→ **Exercise**
Every line below must come back exactly as it stands, with the images omitted.

==========

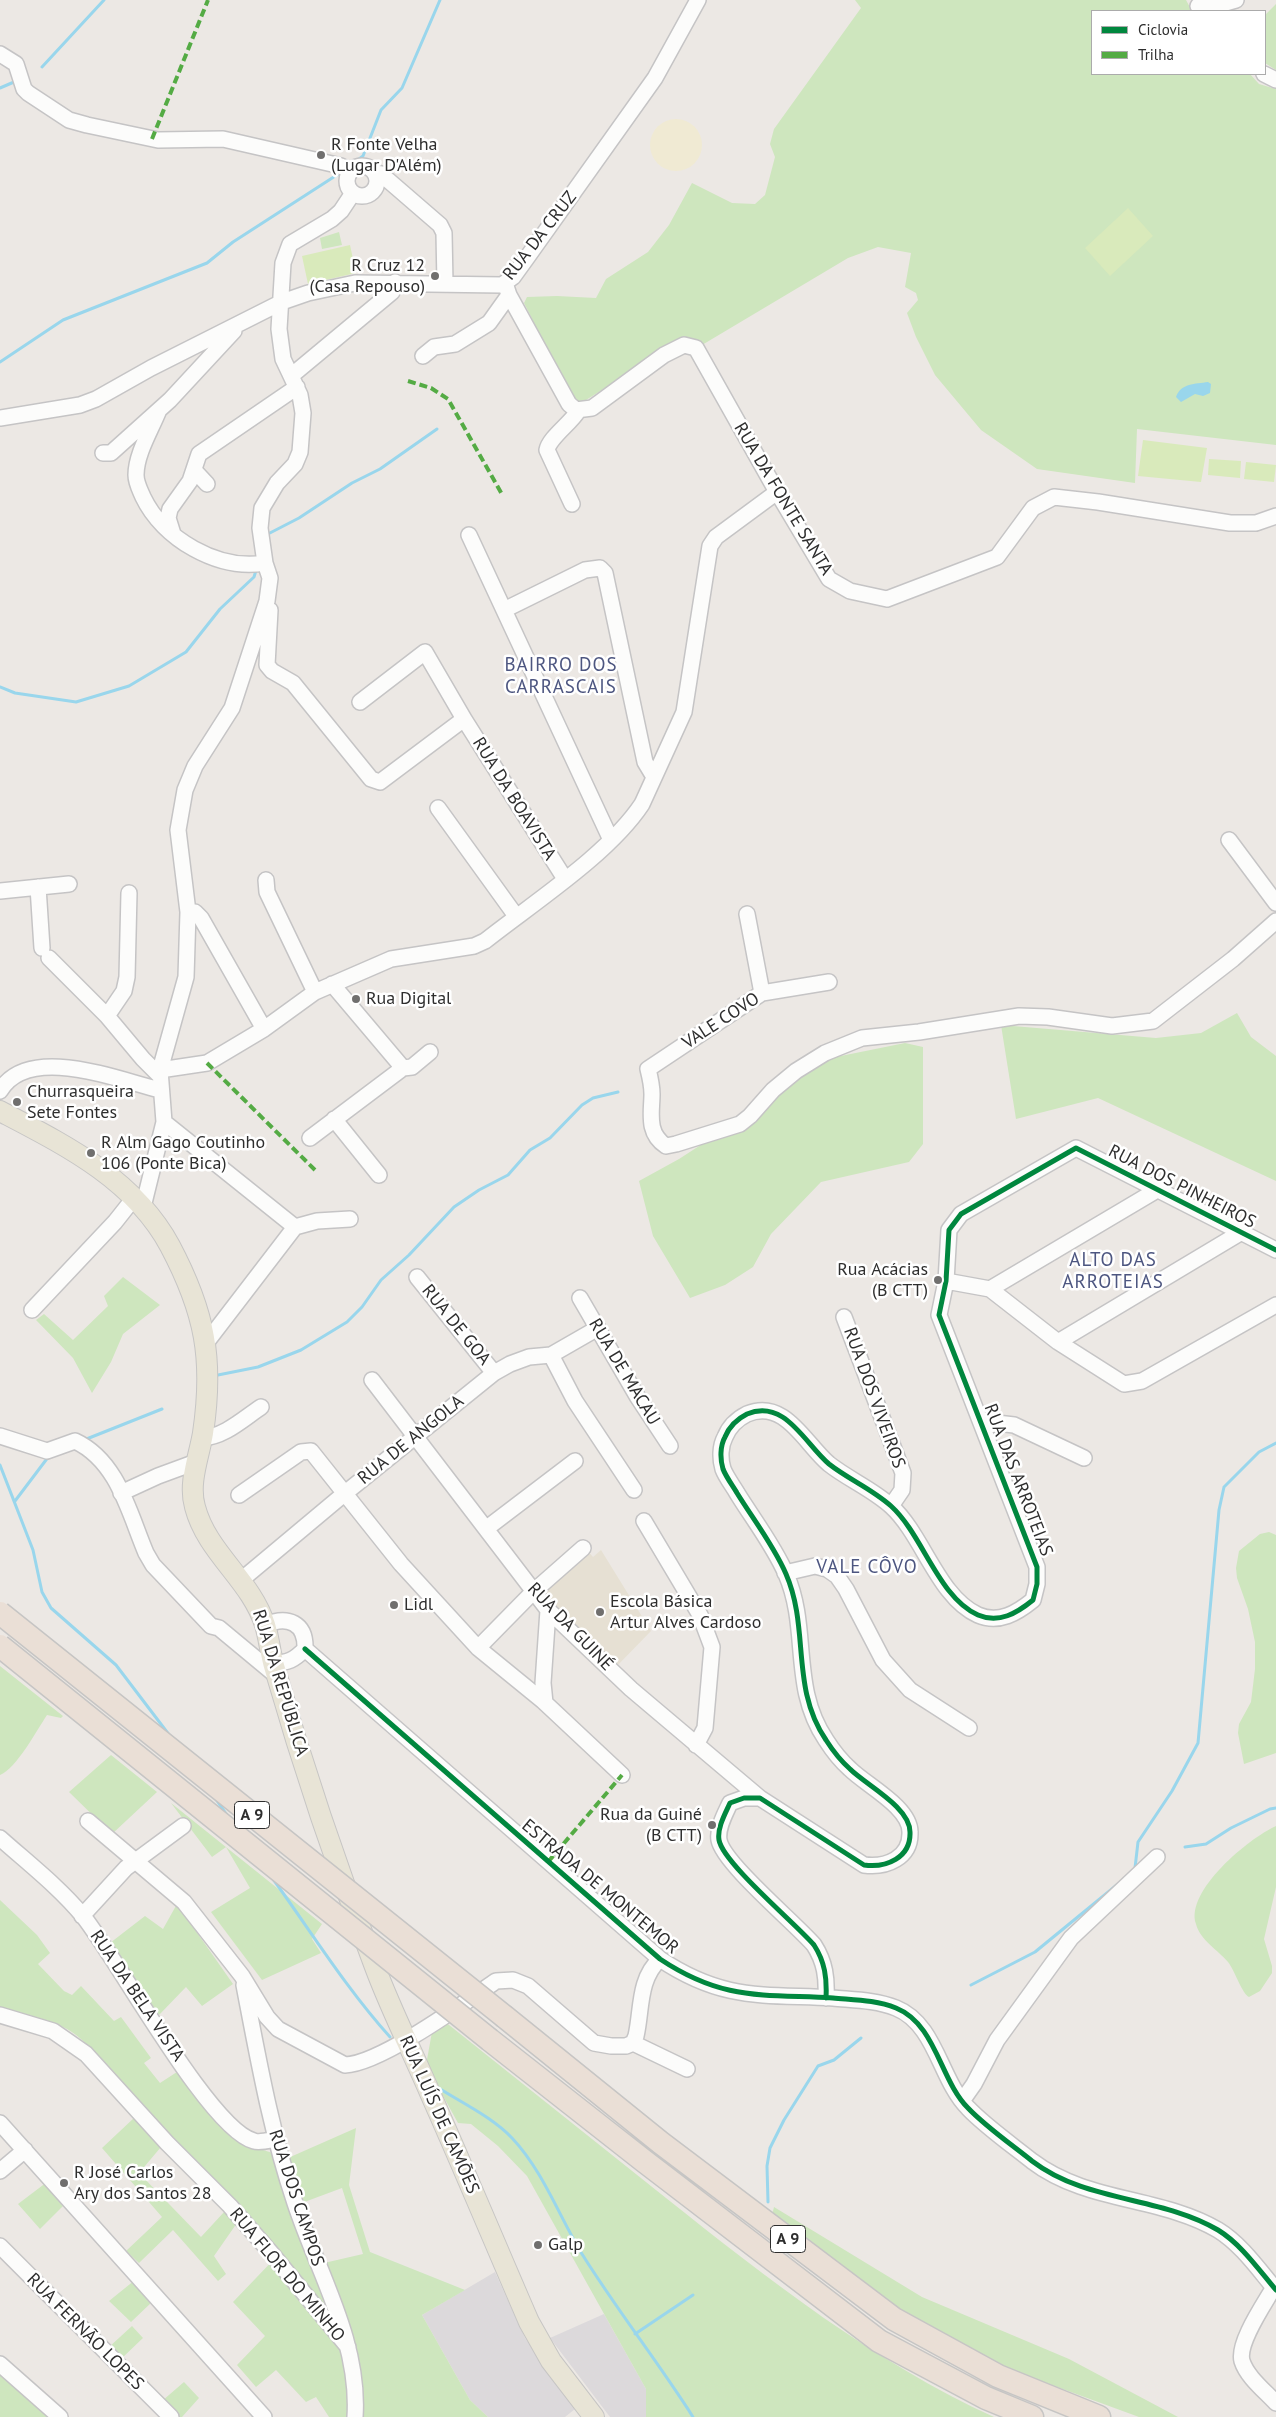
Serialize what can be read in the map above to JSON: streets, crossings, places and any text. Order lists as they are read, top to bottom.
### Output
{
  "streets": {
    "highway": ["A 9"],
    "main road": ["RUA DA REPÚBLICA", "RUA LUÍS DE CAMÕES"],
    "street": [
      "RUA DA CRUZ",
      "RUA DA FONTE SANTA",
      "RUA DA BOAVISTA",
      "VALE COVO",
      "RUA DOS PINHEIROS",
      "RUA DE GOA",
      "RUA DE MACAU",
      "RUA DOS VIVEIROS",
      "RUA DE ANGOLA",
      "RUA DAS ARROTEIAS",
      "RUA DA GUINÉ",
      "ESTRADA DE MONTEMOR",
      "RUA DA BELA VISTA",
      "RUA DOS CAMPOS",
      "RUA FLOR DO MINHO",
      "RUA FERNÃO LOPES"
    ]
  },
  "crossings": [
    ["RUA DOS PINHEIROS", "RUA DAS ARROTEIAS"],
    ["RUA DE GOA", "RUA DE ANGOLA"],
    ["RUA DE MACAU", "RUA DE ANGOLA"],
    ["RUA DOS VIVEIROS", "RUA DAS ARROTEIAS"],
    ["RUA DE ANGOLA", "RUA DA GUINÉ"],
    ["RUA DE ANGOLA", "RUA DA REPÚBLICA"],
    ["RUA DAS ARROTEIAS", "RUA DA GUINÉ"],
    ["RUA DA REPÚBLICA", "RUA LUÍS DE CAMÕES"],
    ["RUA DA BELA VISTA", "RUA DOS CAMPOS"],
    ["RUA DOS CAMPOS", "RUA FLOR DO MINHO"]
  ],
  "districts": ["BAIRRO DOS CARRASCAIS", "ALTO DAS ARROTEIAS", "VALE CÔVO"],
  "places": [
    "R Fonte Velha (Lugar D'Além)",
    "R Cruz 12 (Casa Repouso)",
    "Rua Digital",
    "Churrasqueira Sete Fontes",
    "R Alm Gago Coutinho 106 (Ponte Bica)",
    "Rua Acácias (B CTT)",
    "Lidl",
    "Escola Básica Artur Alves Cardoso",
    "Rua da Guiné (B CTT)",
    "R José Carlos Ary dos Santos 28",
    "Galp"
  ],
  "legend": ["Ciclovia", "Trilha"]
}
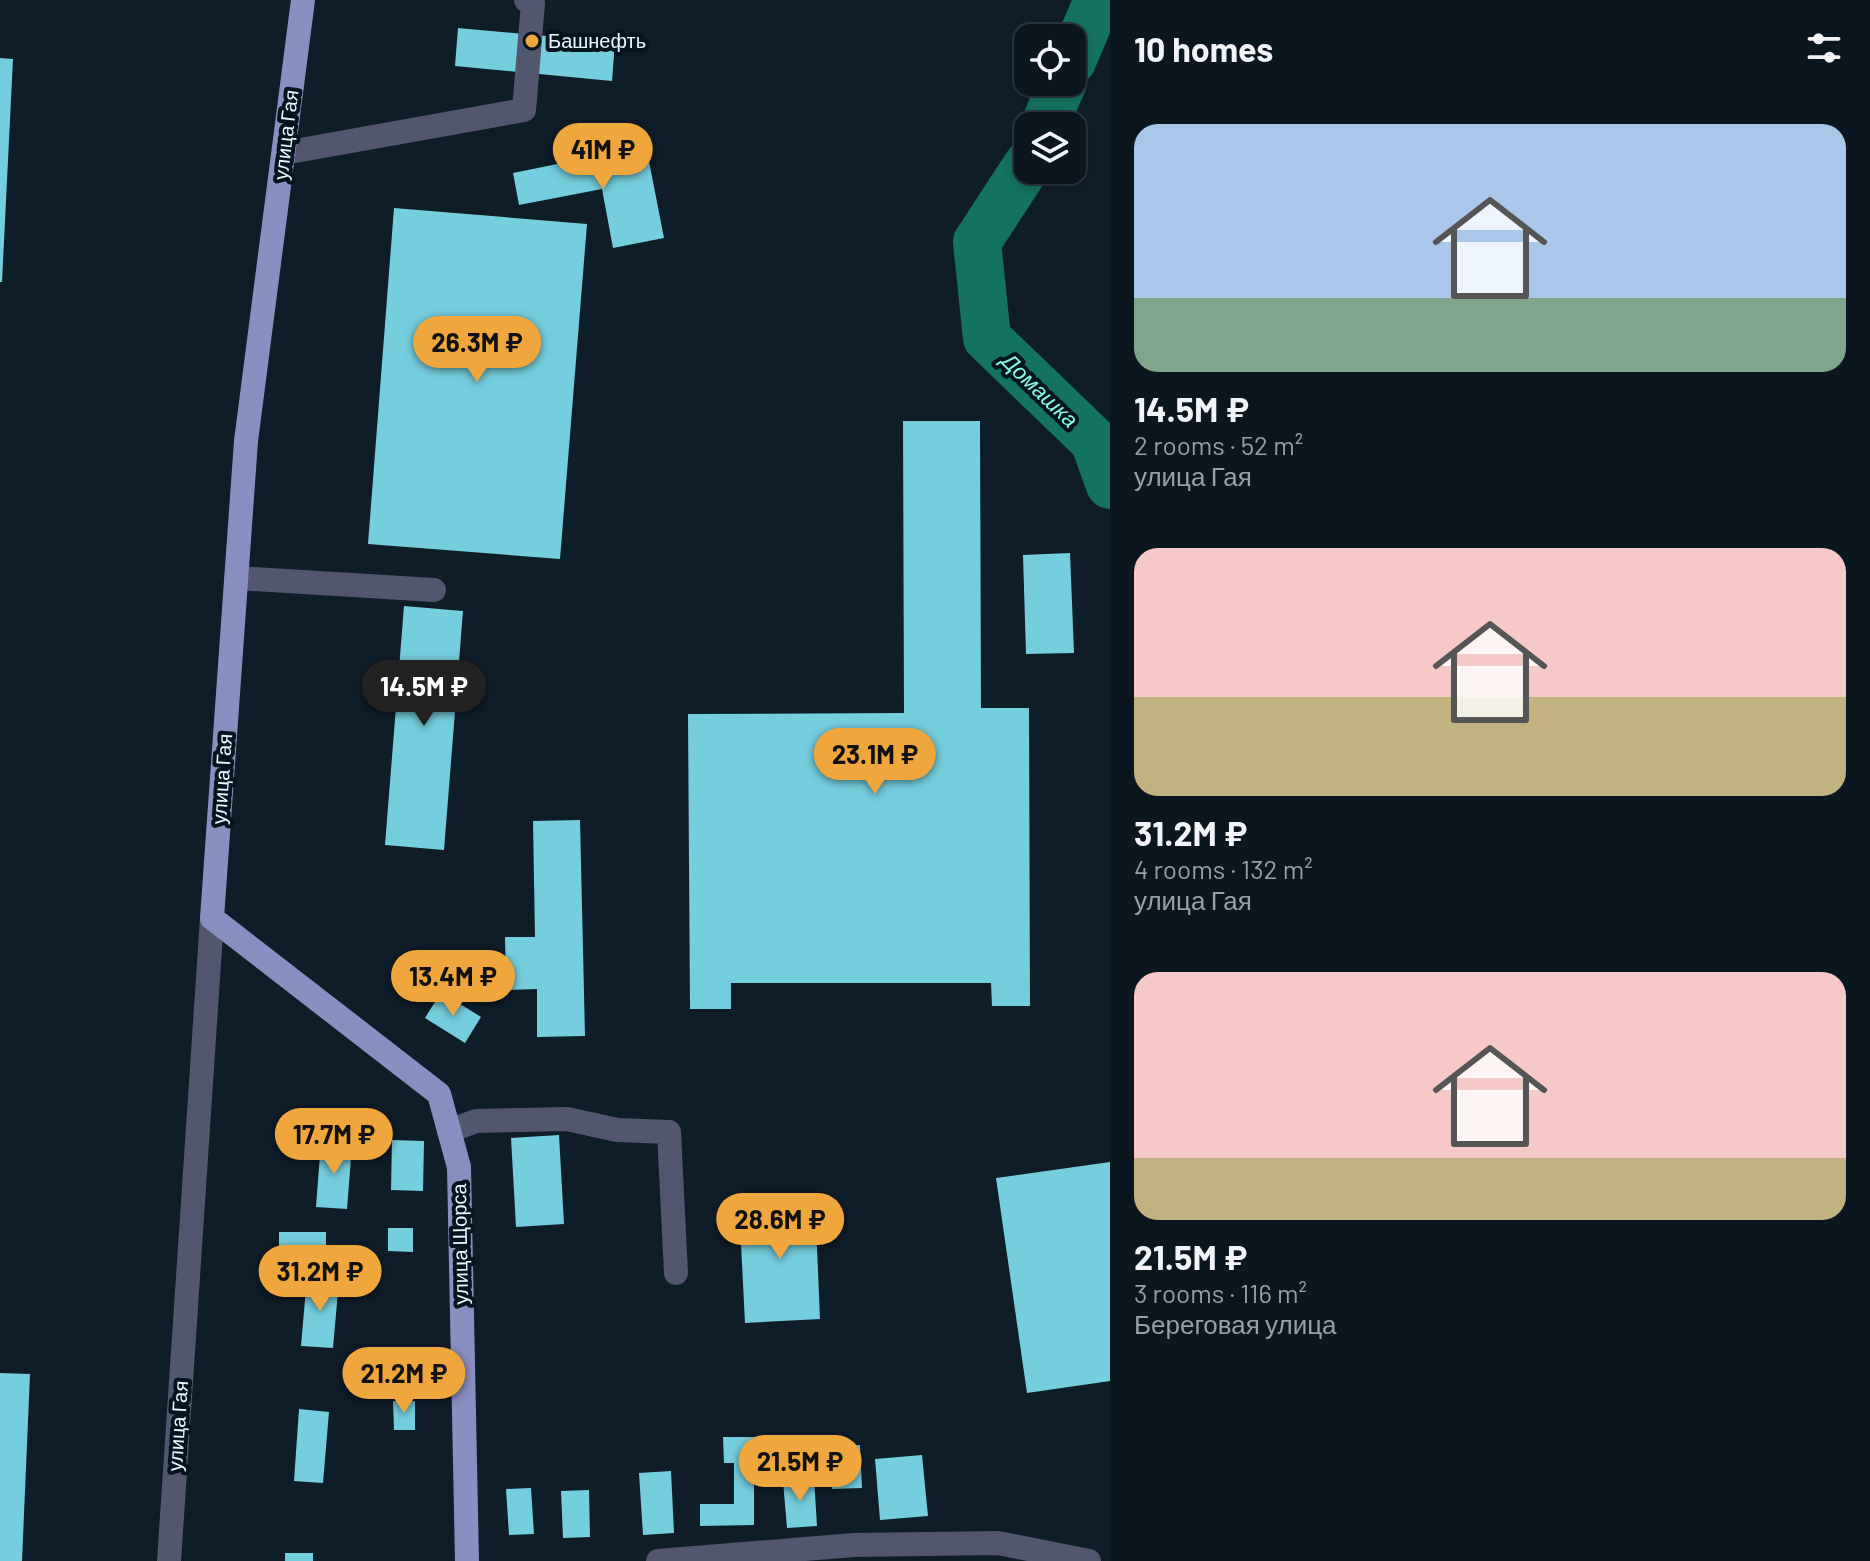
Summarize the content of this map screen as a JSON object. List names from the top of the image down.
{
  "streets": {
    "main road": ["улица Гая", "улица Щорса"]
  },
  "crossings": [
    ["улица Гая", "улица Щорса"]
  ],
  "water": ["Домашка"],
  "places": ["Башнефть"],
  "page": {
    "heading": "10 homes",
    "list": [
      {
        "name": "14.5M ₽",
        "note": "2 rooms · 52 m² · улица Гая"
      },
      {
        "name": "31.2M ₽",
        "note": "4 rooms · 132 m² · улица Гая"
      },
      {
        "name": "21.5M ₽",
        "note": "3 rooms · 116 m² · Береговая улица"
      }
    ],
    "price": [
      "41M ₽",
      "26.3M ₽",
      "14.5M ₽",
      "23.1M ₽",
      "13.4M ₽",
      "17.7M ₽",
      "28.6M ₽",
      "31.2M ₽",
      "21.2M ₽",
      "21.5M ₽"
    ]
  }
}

==========

→ **Expected output**
Serialize what can be read in the map above to JSON: streets, crossings, places and any text. Order lists as they are read, top to bottom.
### Output
{
  "streets": {
    "highway": ["A 9"],
    "main road": ["RUA DA REPÚBLICA", "RUA LUÍS DE CAMÕES"],
    "street": [
      "RUA DA CRUZ",
      "RUA DA FONTE SANTA",
      "RUA DA BOAVISTA",
      "VALE COVO",
      "RUA DOS PINHEIROS",
      "RUA DE GOA",
      "RUA DE MACAU",
      "RUA DOS VIVEIROS",
      "RUA DE ANGOLA",
      "RUA DAS ARROTEIAS",
      "RUA DA GUINÉ",
      "ESTRADA DE MONTEMOR",
      "RUA DA BELA VISTA",
      "RUA DOS CAMPOS",
      "RUA FLOR DO MINHO",
      "RUA FERNÃO LOPES"
    ]
  },
  "crossings": [
    ["RUA DOS PINHEIROS", "RUA DAS ARROTEIAS"],
    ["RUA DE GOA", "RUA DE ANGOLA"],
    ["RUA DE MACAU", "RUA DE ANGOLA"],
    ["RUA DOS VIVEIROS", "RUA DAS ARROTEIAS"],
    ["RUA DE ANGOLA", "RUA DA GUINÉ"],
    ["RUA DE ANGOLA", "RUA DA REPÚBLICA"],
    ["RUA DAS ARROTEIAS", "RUA DA GUINÉ"],
    ["RUA DA REPÚBLICA", "RUA LUÍS DE CAMÕES"],
    ["RUA DA BELA VISTA", "RUA DOS CAMPOS"],
    ["RUA DOS CAMPOS", "RUA FLOR DO MINHO"]
  ],
  "districts": ["BAIRRO DOS CARRASCAIS", "ALTO DAS ARROTEIAS", "VALE CÔVO"],
  "places": [
    "R Fonte Velha (Lugar D'Além)",
    "R Cruz 12 (Casa Repouso)",
    "Rua Digital",
    "Churrasqueira Sete Fontes",
    "R Alm Gago Coutinho 106 (Ponte Bica)",
    "Rua Acácias (B CTT)",
    "Lidl",
    "Escola Básica Artur Alves Cardoso",
    "Rua da Guiné (B CTT)",
    "R José Carlos Ary dos Santos 28",
    "Galp"
  ],
  "legend": ["Ciclovia", "Trilha"]
}
Summarize the content of this map screen as a JSON object. List names from the top of the image down.
{
  "streets": {
    "main road": ["улица Гая", "улица Щорса"]
  },
  "crossings": [
    ["улица Гая", "улица Щорса"]
  ],
  "water": ["Домашка"],
  "places": ["Башнефть"],
  "page": {
    "heading": "10 homes",
    "list": [
      {
        "name": "14.5M ₽",
        "note": "2 rooms · 52 m² · улица Гая"
      },
      {
        "name": "31.2M ₽",
        "note": "4 rooms · 132 m² · улица Гая"
      },
      {
        "name": "21.5M ₽",
        "note": "3 rooms · 116 m² · Береговая улица"
      }
    ],
    "price": [
      "41M ₽",
      "26.3M ₽",
      "14.5M ₽",
      "23.1M ₽",
      "13.4M ₽",
      "17.7M ₽",
      "28.6M ₽",
      "31.2M ₽",
      "21.2M ₽",
      "21.5M ₽"
    ]
  }
}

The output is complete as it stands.